Question about writting custom training function using Flux.jl


I am trying to write a custom training function instead of using Flux!train, following the documentation, but it will pop up error message “Only reference types can be differentiated with Params”.

Here is my code (modified based on trebuchet example in model-zoo):

using Flux
using Zygote
using Statistics
using Random

function shoot( angle, weight)


model = Chain(Dense(1, 16, σ),
              Dense(16, 64, σ),
              Dense(64, 16, σ),
              Dense(16, 2)) |> f64

θ = params(model)

function loss( target)
    angle, weight = model([target]) 
    angle = σ(angle)*90
    weight = weight + 200
    (shoot( angle, weight) - target)^2

DIST  = (20, 100)	# Maximum target distance

target() = (rand()*(DIST[2]-DIST[1])+DIST[1])

meanloss() = mean(sqrt(loss(target())) for i = 1:100)

opt = ADAM()
dataset = (target() for i = 1:2000)

@time Flux.train!(loss, θ, dataset, opt, cb = () -> println("meanloss = ",meanloss(),"; W1 = ",θ[1][1],"; b1 = ",θ[2][1]))

It can work by now. Then I wrote a custom training function and run the training:

function my_custom_train!(loss, ps, data, opt)
  local training_loss
  ps = Params(ps)
  for d in data
    gs = gradient(ps) do
      training_loss = loss(d...)
      return training_loss
    println("training_loss = ",training_loss,"gradient[1] = ",gs[1],"; W1 = ",[1][1],"; b1 = ",[2][1])
    Flux.update!(opt, ps, gs)

@time my_custom_train!(loss, θ, dataset, opt)
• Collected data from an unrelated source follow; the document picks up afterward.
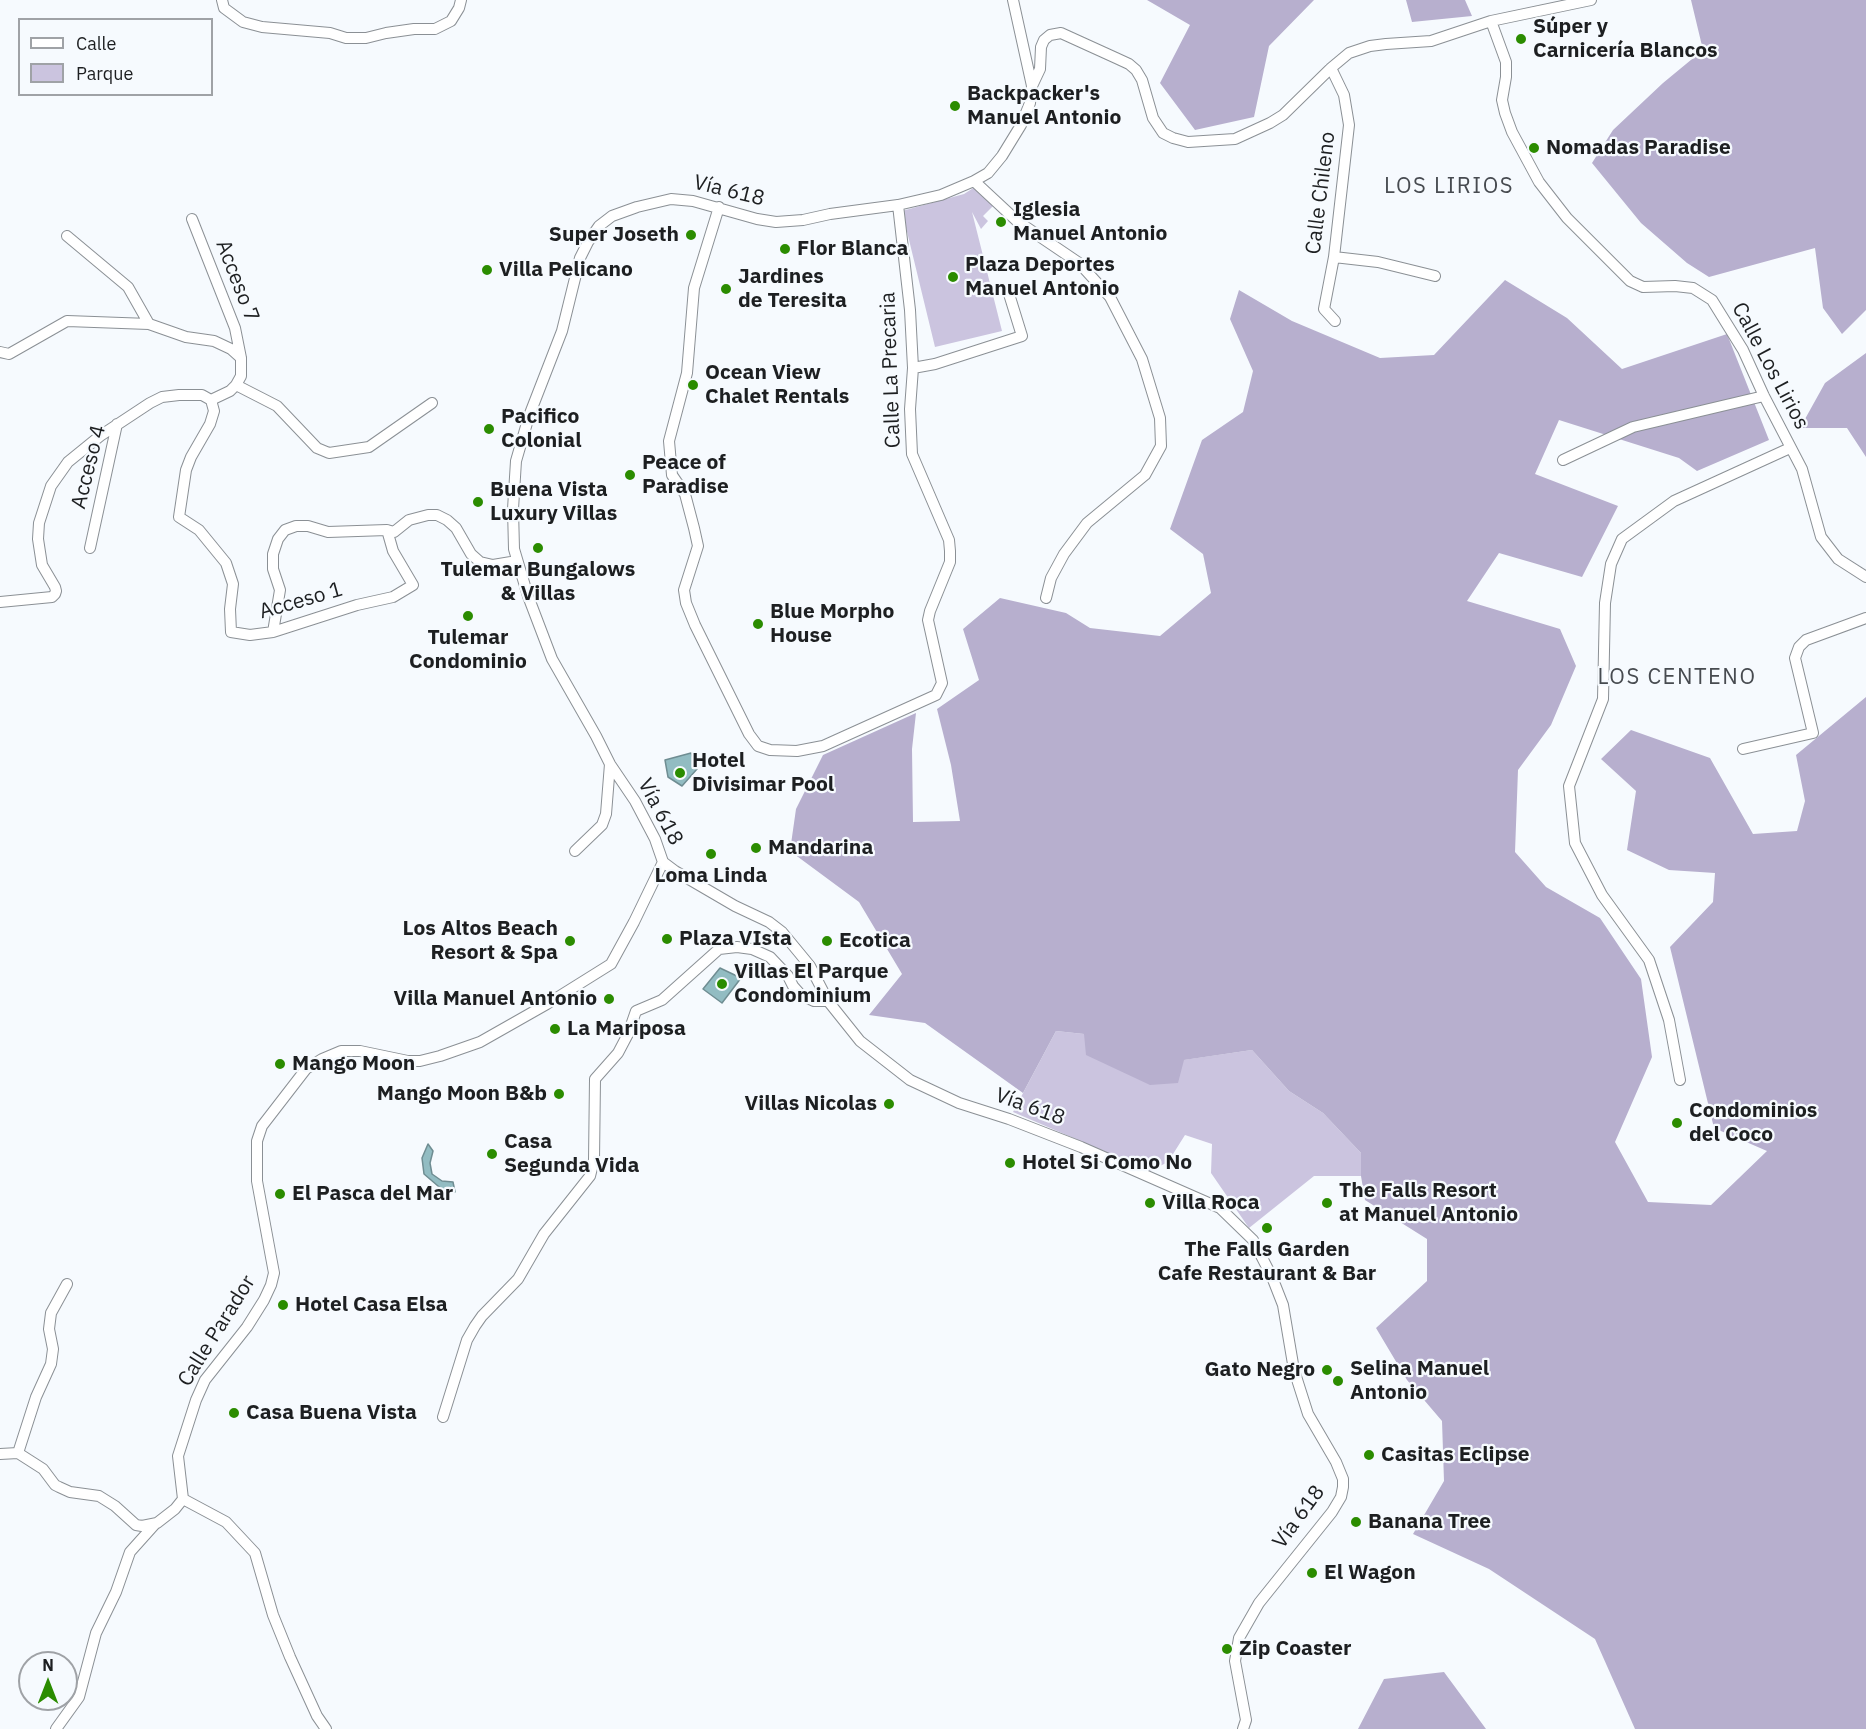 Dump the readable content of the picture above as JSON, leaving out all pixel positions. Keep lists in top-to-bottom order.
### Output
{
  "streets": {
    "street": [
      "Vía 618",
      "Calle Chileno",
      "Acceso 7",
      "Calle Los Lirios",
      "Calle La Precaria",
      "Acceso 4",
      "Acceso 1",
      "Calle Parador"
    ]
  },
  "crossings": [
    ["Vía 618", "Calle La Precaria"],
    ["Vía 618", "Calle Parador"],
    ["Acceso 4", "Acceso 1"]
  ],
  "districts": ["LOS LIRIOS", "LOS CENTENO"],
  "places": [
    "Súper y Carnicería Blancos",
    "Backpacker's Manuel Antonio",
    "Nomadas Paradise",
    "Iglesia Manuel Antonio",
    "Super Joseth",
    "Flor Blanca",
    "Villa Pelicano",
    "Plaza Deportes Manuel Antonio",
    "Jardines de Teresita",
    "Ocean View Chalet Rentals",
    "Pacifico Colonial",
    "Peace of Paradise",
    "Buena Vista Luxury Villas",
    "Tulemar Bungalows & Villas",
    "Tulemar Condominio",
    "Blue Morpho House",
    "Hotel Divisimar Pool",
    "Mandarina",
    "Loma Linda",
    "Plaza VIsta",
    "Los Altos Beach Resort & Spa",
    "Ecotica",
    "Villas El Parque Condominium",
    "Villa Manuel Antonio",
    "La Mariposa",
    "Mango Moon",
    "Mango Moon B&b",
    "Villas Nicolas",
    "Condominios del Coco",
    "Casa Segunda Vida",
    "Hotel Si Como No",
    "El Pasca del Mar",
    "Villa Roca",
    "The Falls Resort at Manuel Antonio",
    "The Falls Garden Cafe Restaurant & Bar",
    "Hotel Casa Elsa",
    "Gato Negro",
    "Selina Manuel Antonio",
    "Casa Buena Vista",
    "Casitas Eclipse",
    "Banana Tree",
    "El Wagon",
    "Zip Coaster"
  ],
  "legend": ["Calle", "Parque"],
  "north": "top"
}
I got the following error:

ERROR: Only reference types can be differentiated with `Params`.
 [1] error(::String) at .\error.jl:33
 [2] getindex(::Zygote.Grads, ::Int64) at C:\Users\maxiao\.julia\packages\Zygote\YeCEW\src\compiler\interface.jl:142
 [3] my_custom_train!(::typeof(loss), ::Params, ::Base.Generator{UnitRange{Int64},var"#13#14"}, ::ADAM) at .\REPL[33]:21
 [4] top-level scope at .\util.jl:175

Do anyone have some clue for this? Thanks a lot!

I think the problem is in your logging statement, gs[1] is asking for the gradient with respect to 1, you need to request the gradient with respect to a parameter, for example gs[ps[1]].

1 Like

Thank you! Changing gs[1] to gs[ps[1]] works!